» PROBLEM REQUIREMENTS:
Show each line of the records below where the word "halo" occurs.

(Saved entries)

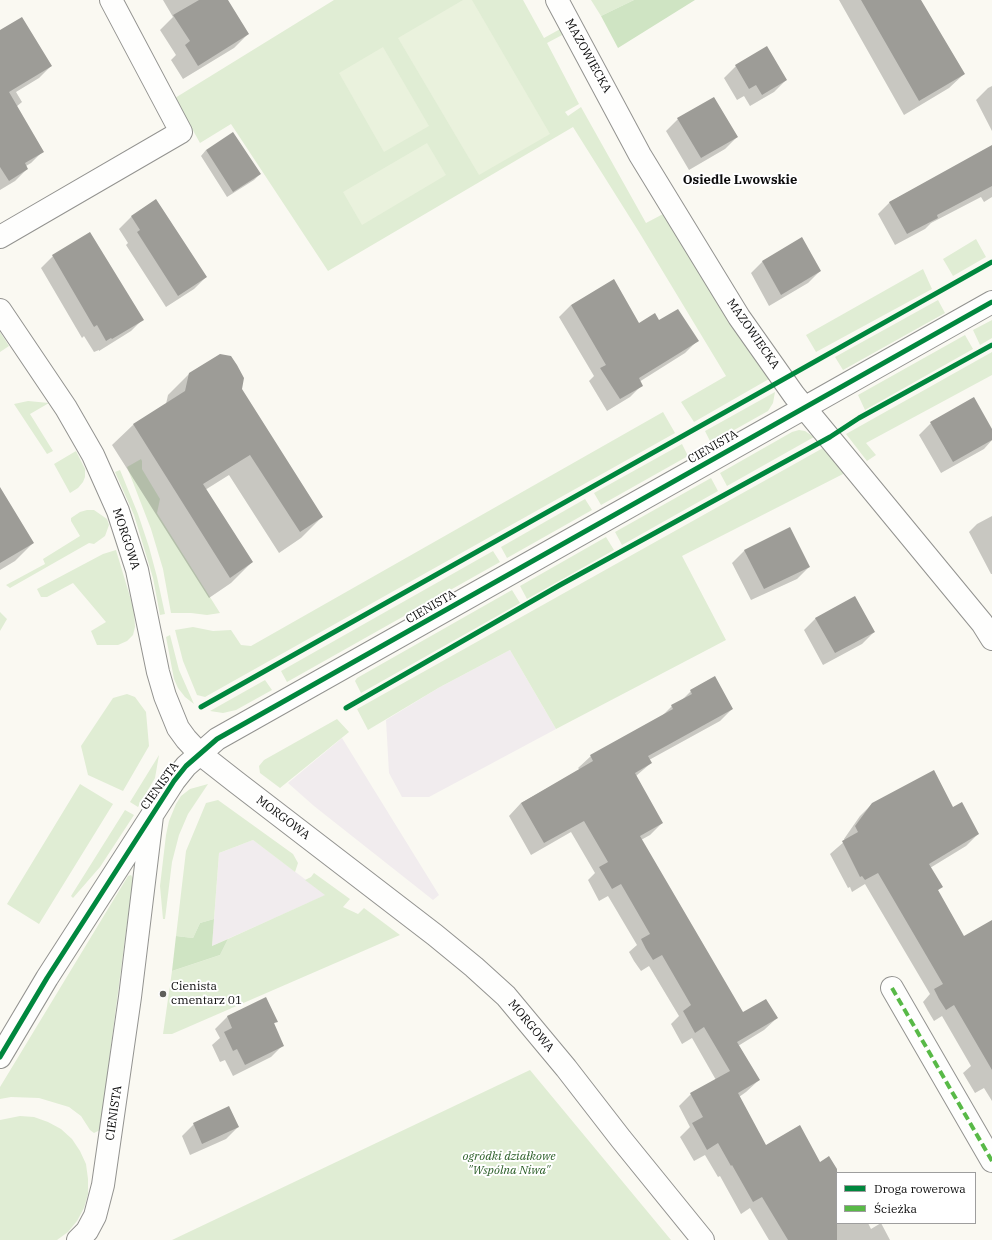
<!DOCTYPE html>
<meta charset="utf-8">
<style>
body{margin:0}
#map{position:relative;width:992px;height:1240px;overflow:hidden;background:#faf9f2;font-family:"IBM Plex Serif",serif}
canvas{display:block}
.legend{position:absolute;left:836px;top:1172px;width:140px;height:52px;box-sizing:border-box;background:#fff;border:1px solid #9e9e9e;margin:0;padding:5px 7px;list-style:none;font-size:12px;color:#0c0c0c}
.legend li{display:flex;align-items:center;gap:8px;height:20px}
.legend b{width:20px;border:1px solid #9e9e9e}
</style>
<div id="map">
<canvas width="992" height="1240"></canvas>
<ul class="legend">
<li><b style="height:5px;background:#00873e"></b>Droga rowerowa</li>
<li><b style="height:5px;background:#58b947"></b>Ścieżka</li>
</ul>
</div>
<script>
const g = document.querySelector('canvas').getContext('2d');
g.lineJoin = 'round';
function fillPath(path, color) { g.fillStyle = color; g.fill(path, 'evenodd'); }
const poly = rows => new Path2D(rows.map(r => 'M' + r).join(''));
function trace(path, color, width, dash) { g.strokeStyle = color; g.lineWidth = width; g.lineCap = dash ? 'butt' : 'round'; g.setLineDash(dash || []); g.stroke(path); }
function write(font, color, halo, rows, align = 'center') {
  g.font = font + ' "IBM Plex Serif",serif'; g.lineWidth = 4; g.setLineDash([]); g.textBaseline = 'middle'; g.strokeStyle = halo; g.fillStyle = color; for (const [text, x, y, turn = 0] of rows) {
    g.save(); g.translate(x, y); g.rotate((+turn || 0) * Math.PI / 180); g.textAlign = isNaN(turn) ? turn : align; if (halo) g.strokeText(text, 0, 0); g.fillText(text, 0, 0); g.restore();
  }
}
fillPath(poly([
 [510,650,556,729,429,797,402,797,389,773,386,720,440,687],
 [342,738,439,895,433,900,314,806,288,783],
 [253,840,326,895,212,946,219,853]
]), '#f1ecee');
fillPath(poly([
 [334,0,523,0,544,38,562,28,564,34,547,43,579,104,565,112,568,116,581,107,646,223,665,213,769,379,694,422,681,402,726,376,639,232,573,127,328,271,231,124,200,143,175,98],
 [591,0,634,0,601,16],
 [976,239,986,257,953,276,943,259],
 [923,269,932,289,816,352,806,335],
 [938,300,945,313,843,370,835,357],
 [992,320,992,338,980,345,973,330],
 [0,332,9,346,0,352],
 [965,335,973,349,865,410,858,395],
 [992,352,992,375,866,443,876,455,867,461,846,434],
 [775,392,773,403,768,411,711,443,705,431],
 [28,401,49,403,30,414,53,451,47,454,14,404],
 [663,412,675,433,205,697,197,695,183,661,175,630,193,627,213,631,231,630,241,645,251,646],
 [799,430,805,431,814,437,727,486,720,473,792,432],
 [682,444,688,456,601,505,594,493],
 [823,448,845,473,682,556,726,640,556,729,510,650,440,687,368,730,357,709],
 [76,451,85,469,85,477,83,482,78,488,70,493,54,464],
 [141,459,142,461,142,469,160,499,157,513,220,613,207,615,191,613,171,613,163,569,151,529,127,467],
 [120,470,138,514,149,547,157,577,165,614,160,615,153,578,144,548,134,515,115,472],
 [711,478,718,491,622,545,615,532],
 [585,499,592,510,507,558,501,547],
 [87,510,94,510,107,519,109,525,105,536,94,544,89,543,10,588,6,585,45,564,43,559,80,536,71,521,71,518,80,512],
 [606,537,614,550,527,599,520,586],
 [116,550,134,610,135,627,133,635,127,641,118,645,97,645,91,631,106,622,73,583,47,597,41,597,37,589,103,554],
 [493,551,500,562,287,682,281,671],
 [512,590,520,603,361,693,355,681,357,678],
 [0,612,7,619,0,631],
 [170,635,179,670,194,704,185,697,178,688,174,679,166,637],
 [265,680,272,690,236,710,223,713,210,711],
 [127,694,135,697,146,712,149,746,123,791,88,775,81,746,113,698],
 [337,719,349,732,280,788,260,773,259,766,264,760],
 [159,755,155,778,138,807,130,802],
 [80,784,113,804,39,924,7,904],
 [208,784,188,814,179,835,172,862,165,919,163,919,160,886,166,835,169,821,176,804,181,796,190,789],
 [218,800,293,854,298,863,295,872,253,840,219,853,214,919,200,923,193,938,176,936,186,851,206,803],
 [125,810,134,815,100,867,73,898,71,896],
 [314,873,350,899,343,907,358,914,364,908,400,935,172,1034,163,1034,172,971,220,955,228,939,325,895,305,880,311,877],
 [131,875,133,878,100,1130,94,1133,90,1130,81,1116,69,1107,39,1098,11,1097,0,1099,0,1087,128,876],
 [530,1070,671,1240,172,1240],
 [20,1116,34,1117,48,1122,61,1129,72,1139,80,1151,86,1164,88,1179,88,1194,84,1208,77,1221,68,1232,57,1240,0,1240,0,1120]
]), '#e0edd4');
fillPath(poly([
 [634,0,695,0,618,48,601,16],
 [214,919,212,946,228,939,220,955,172,971,176,936,193,938,200,923]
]), '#cfe4c3');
fillPath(poly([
 [463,0,472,0,550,134,479,175,398,38],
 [383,47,429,126,384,152,339,73],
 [427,143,446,175,362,225,343,192]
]), '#eaf2dd');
fillPath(poly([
 [163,0,227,0,248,34,234,48,183,79,171,60,176,55,160,30,173,17],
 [839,0,920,0,964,74,949,88,904,115],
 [0,32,51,66,39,78,16,92,22,102,16,107,43,151,31,163,26,166,27,169,15,181,0,190],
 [736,66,786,80,774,92,750,106,744,96,737,100,724,78],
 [992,86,992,131,976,100,988,88],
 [678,119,737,137,725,149,689,170,666,131],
 [992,146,992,197,984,202,981,197,931,223,925,229,895,245,878,214,890,202],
 [206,150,260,174,254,180,227,197,201,156],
 [156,200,206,277,194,289,166,307,126,245,128,243,119,229,131,217],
 [53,256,143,319,131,331,99,351,99,350,94,352,84,336,82,338,41,268],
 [763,261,820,271,808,283,769,306,751,273],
 [571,305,639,324,659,321,697,341,685,353,639,382,642,385,630,397,607,411,589,381,594,376,559,317],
 [189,374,322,517,301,538,279,553,229,475,205,490,252,562,231,583,209,598,112,445,133,425,166,404,168,395],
 [931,423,992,431,992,440,984,449,941,473,919,435],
 [0,490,33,543,15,561,0,570],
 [992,516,992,574,991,574,969,532,977,524],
 [790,528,809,567,797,579,751,600,732,563,744,551],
 [816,618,874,632,862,644,823,665,804,630],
 [691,691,732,709,720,721,649,760,651,763,636,776,662,823,650,835,641,840,743,1014,777,1018,764,1030,738,1046,759,1080,746,1092,739,1097,766,1146,820,1163,829,1158,838,1173,837,1173,837,1223,868,1223,871,1229,881,1223,890,1240,769,1240,750,1208,741,1214,720,1176,718,1177,705,1155,694,1161,680,1137,690,1127,679,1106,691,1094,716,1080,692,1038,682,1044,671,1024,679,1016,649,966,641,971,634,961,629,952,637,945,608,896,599,901,588,880,595,873,571,832,531,855,509,816,521,803,580,770,578,768,591,756,661,717,672,706,681,701],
 [872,804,953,808,978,834,966,846,930,868,942,886,937,891,964,938,992,935,992,1101,984,1088,975,1093,963,1073,971,1066,942,1016,934,1021,928,1011,923,1002,930,994,865,884,852,892,850,887,848,888,830,854,845,841,844,839,860,816],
 [266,998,276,1021,273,1025,283,1045,271,1057,233,1076,225,1060,220,1062,212,1045,220,1038,215,1029,227,1017],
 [194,1124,238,1127,226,1139,190,1155,182,1136]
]), '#0003');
fillPath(poly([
 [199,0,228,0,249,34,198,66,185,45,190,41,173,15],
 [861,0,921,0,965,74,919,101],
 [22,17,52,66,9,92,44,152,25,163,28,169,9,181,0,167,0,30],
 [767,46,787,80,762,95,756,85,749,89,735,65],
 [714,97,738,137,701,158,677,118],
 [233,132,261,174,233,192,206,150],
 [992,145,992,186,937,215,938,218,907,234,889,202],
 [156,199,207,277,178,296,137,232,140,230,131,216],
 [90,232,144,320,112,339,111,338,106,341,97,325,94,327,52,255],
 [802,237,821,271,781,295,762,261],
 [614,279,639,323,655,313,659,320,678,309,699,341,639,378,643,386,620,399,600,368,606,365,571,305],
 [220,354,231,356,237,365,244,378,242,389,323,517,300,532,250,455,203,484,253,562,230,578,133,424,185,391,189,373],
 [974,397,992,429,992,440,953,462,930,422],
 [0,487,34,543,0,563],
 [790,527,810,567,764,589,744,550],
 [855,596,875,632,835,653,815,618],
 [715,676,733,709,648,756,652,763,635,773,663,823,640,836,743,1012,766,999,778,1018,737,1042,760,1080,738,1093,766,1145,800,1125,820,1162,829,1156,837,1169,837,1240,788,1240,762,1197,753,1202,732,1165,731,1166,718,1143,707,1150,692,1123,703,1117,690,1093,730,1071,704,1027,695,1033,683,1011,691,1005,662,955,653,960,646,949,641,939,650,934,621,884,612,889,599,867,608,862,584,821,544,843,521,803,593,761,590,755,673,709,671,705,692,694,690,690],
 [934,770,953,807,962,802,979,834,929,864,943,887,938,890,964,936,992,920,992,1070,954,1005,946,1010,939,999,934,989,943,984,878,873,865,880,862,876,860,877,842,841,858,832,855,826,872,803],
 [266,997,278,1022,274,1023,284,1046,245,1065,237,1049,233,1051,224,1032,232,1028,227,1016],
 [229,1106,239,1127,202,1144,193,1123]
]), '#9d9c97');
const minor = poly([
 [557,0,640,155,739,317,794,395,982,623,992,639],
 [0,237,181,132,111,0],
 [0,310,66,408,93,455,118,511,137,570,158,672,165,696,178,728,186,739,199,753,236,782,435,935,474,967,506,996,566,1068,621,1139,703,1240],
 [892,988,992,1161],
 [0,1057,47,978,174,781,186,766,217,739,992,302],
 [78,1240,87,1231,95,1216,103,1185,130,997,152,816]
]);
trace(minor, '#939390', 24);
trace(minor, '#fefefd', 22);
trace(poly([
 [892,988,992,1161]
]), '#58b947', 4, [8, 4]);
trace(poly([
 [201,707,992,262],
 [346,708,560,585,830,437,859,418,992,345],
 [0,1057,47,978,174,781,186,766,217,739,992,302]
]), '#00873e', 5);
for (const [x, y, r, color] of [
 [163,994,4,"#5f5f5c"]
]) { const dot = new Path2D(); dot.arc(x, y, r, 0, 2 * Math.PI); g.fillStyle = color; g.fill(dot); trace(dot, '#fff', 1.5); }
write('12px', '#0c0c0c', '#fff', [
 ["MAZOWIECKA",588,56,61],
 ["MAZOWIECKA",753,334,55],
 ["CIENISTA",713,447,-30],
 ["MORGOWA",126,539,72],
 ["CIENISTA",431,607,-30],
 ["CIENISTA",160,786,-54],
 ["MORGOWA",283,818,37],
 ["MORGOWA",531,1026,50],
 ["CIENISTA",114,1113,-82]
]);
write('12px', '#0c0c0c', '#fff', [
 ["Cienista",171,987],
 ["cmentarz 01",171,1001]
], 'left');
write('italic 12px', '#285c25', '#fff', [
 ["ogródki działkowe",509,1157],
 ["\"Wspólna Niwa\"",509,1171]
]);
write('bold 13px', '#0c0c0c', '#fff', [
 ["Osiedle Lwowskie",740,180]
]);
</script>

» RESPONSE TO THIS EXERCISE:
function write(font, color, halo, rows, align = 'center') {
  g.font = font + ' "IBM Plex Serif",serif'; g.lineWidth = 4; g.setLineDash([]); g.textBaseline = 'middle'; g.strokeStyle = halo; g.fillStyle = color; for (const [text, x, y, turn = 0] of rows) {
    g.save(); g.translate(x, y); g.rotate((+turn || 0) * Math.PI / 180); g.textAlign = isNaN(turn) ? turn : align; if (halo) g.strokeText(text, 0, 0); g.fillText(text, 0, 0); g.restore();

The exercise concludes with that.